Yakitori 焼き鳥 are Japanese skewers made of small pieces of chicken cooked on the grill or fire over coals. These skewers are topped with a delicious and tasty soy sauce. It is also possible to simply season them with salt.
Contents
Recipe Yakitori “negima” ねぎま and its sauce
For cooking your yakitori, here are our preferences in order.
For the recipe you can use all parts of the chicken:
- The thigh
- The top of the thigh
- The liver
- The heart
- The fillets or breast
- The skin of the chicken…
For cooking utensils, the taste really differs depending on your cooking method. Personally we prefer charcoal cooking! You can also cook them on a plancha, in a pan or in the oven. We explain all that below.
Recipe Yakitori “negima” ねぎま and its sauce
Equipment
- Bamboo spike
- Kitchen brush
Ingredients
- 2 chicken legs
- 1 green onion with its stems
- neutral oil (colza, sunflower, olive oil…)
For the yakitori sauce
- 100 ml Japanese shoyu soy sauce
- 100 ml mirin
- 1 tbsp white sugar
Instructions
Preparation of the yakitori sauce
- In a saucepan, over medium heat, pour the soy sauce, mirin and sugar and mix quickly with a whisk.

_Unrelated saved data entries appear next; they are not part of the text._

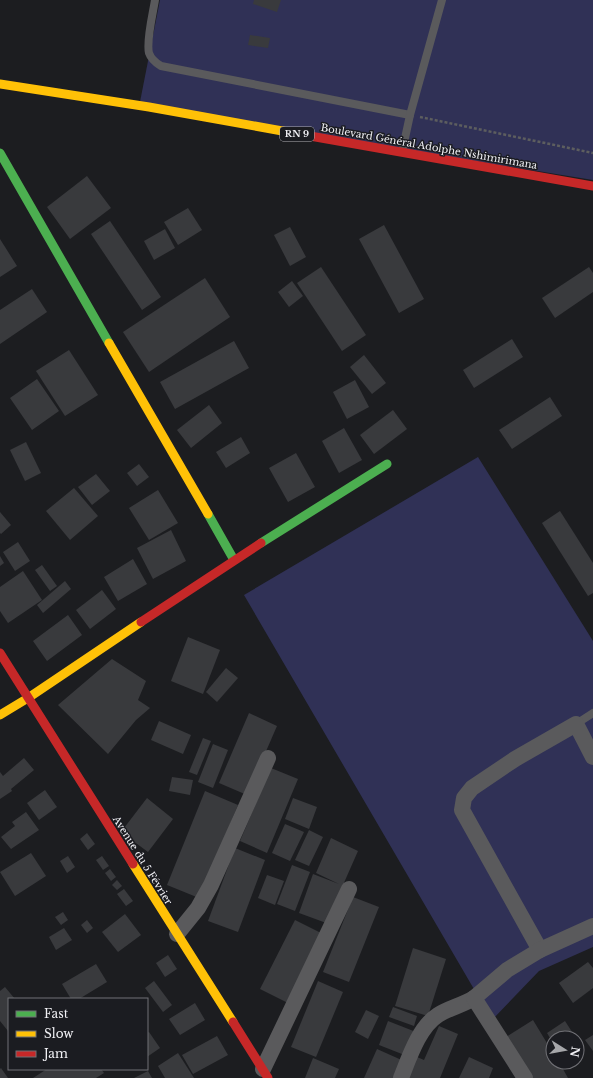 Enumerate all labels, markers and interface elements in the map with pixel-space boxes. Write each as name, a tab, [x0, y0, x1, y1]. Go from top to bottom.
street label: Boulevard Général Adolphe Nshimirimana	[320, 121, 539, 172]
road number: RN 9	[280, 127, 314, 141]
street label: Avenue du 5 Février	[109, 813, 175, 907]
legend	[8, 998, 148, 1070]
text: Fast	[44, 1006, 69, 1021]
text: Slow	[44, 1026, 74, 1041]
north arrow	[545, 1030, 585, 1070]
text: N	[567, 1045, 583, 1059]
text: Jam	[42, 1046, 68, 1061] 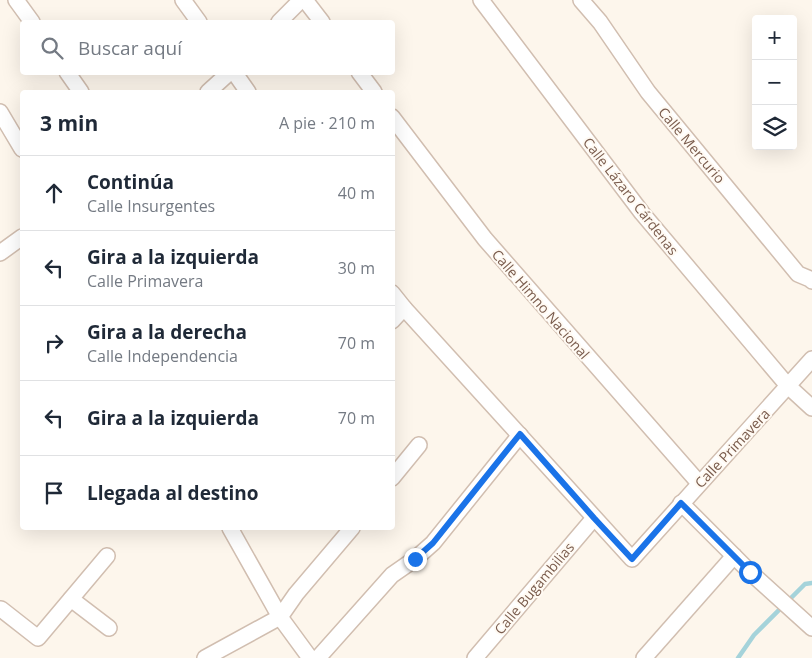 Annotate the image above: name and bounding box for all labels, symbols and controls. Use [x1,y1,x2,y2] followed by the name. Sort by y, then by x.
[752,15,797,150] map controls
[752,15,797,60] button: +
[20,20,395,75] search box
[38,34,66,62] icon: search
[78,35,182,61] text: Buscar aquí
[752,60,797,105] button: −
[654,103,730,187] street label: Calle Mercurio
[752,105,797,150] button: layers
[40,109,98,137] text: 3 min
[279,112,375,134] text: A pie · 210 m
[579,133,683,259] street label: Calle Lázaro Cárdenas
[87,169,174,195] text: Continúa
[40,179,68,207] icon: ahead
[338,182,375,204] text: 40 m
[87,195,215,217] text: Calle Insurgentes
[87,244,259,270] text: Gira a la izquierda
[488,245,594,363] street label: Calle Himno Nacional
[40,254,68,282] icon: left
[338,257,375,279] text: 30 m
[87,270,204,292] text: Calle Primavera
[87,319,247,345] text: Gira a la derecha
[40,329,68,357] icon: right
[338,332,375,354] text: 70 m
[87,345,238,367] text: Calle Independencia
[40,404,68,432] icon: left
[690,404,774,492] street label: Calle Primavera
[87,405,259,431] text: Gira a la izquierda
[338,407,375,429] text: 70 m
[40,479,68,507] icon: arrive
[87,480,259,506] text: Llegada al destino
[490,538,578,638] street label: Calle Bugambilias
[404,548,427,571] route end
[739,561,762,584] route start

- Reduce the sauce by half. As soon as you see a brown foam appear, wait 5 minutes, then remove from heat and leave it aside. The sauce will become thick. This yakitori sauce can be kept in the refrigerator.
Preparation of the chicken skewers
- Soak your skewers in water while you prepare the chicken pieces.
- Remove the skin from the chicken legs.
- Then cut the pieces into 2.5cm cubes, about the size of a bite.
- Cut up pieces of green onion stems
- Alternate a piece of chicken and a piece of green onion on your skewer.
Grilling of yakitori
- Grease your support and also your skewers with a brush coated with neutral oil.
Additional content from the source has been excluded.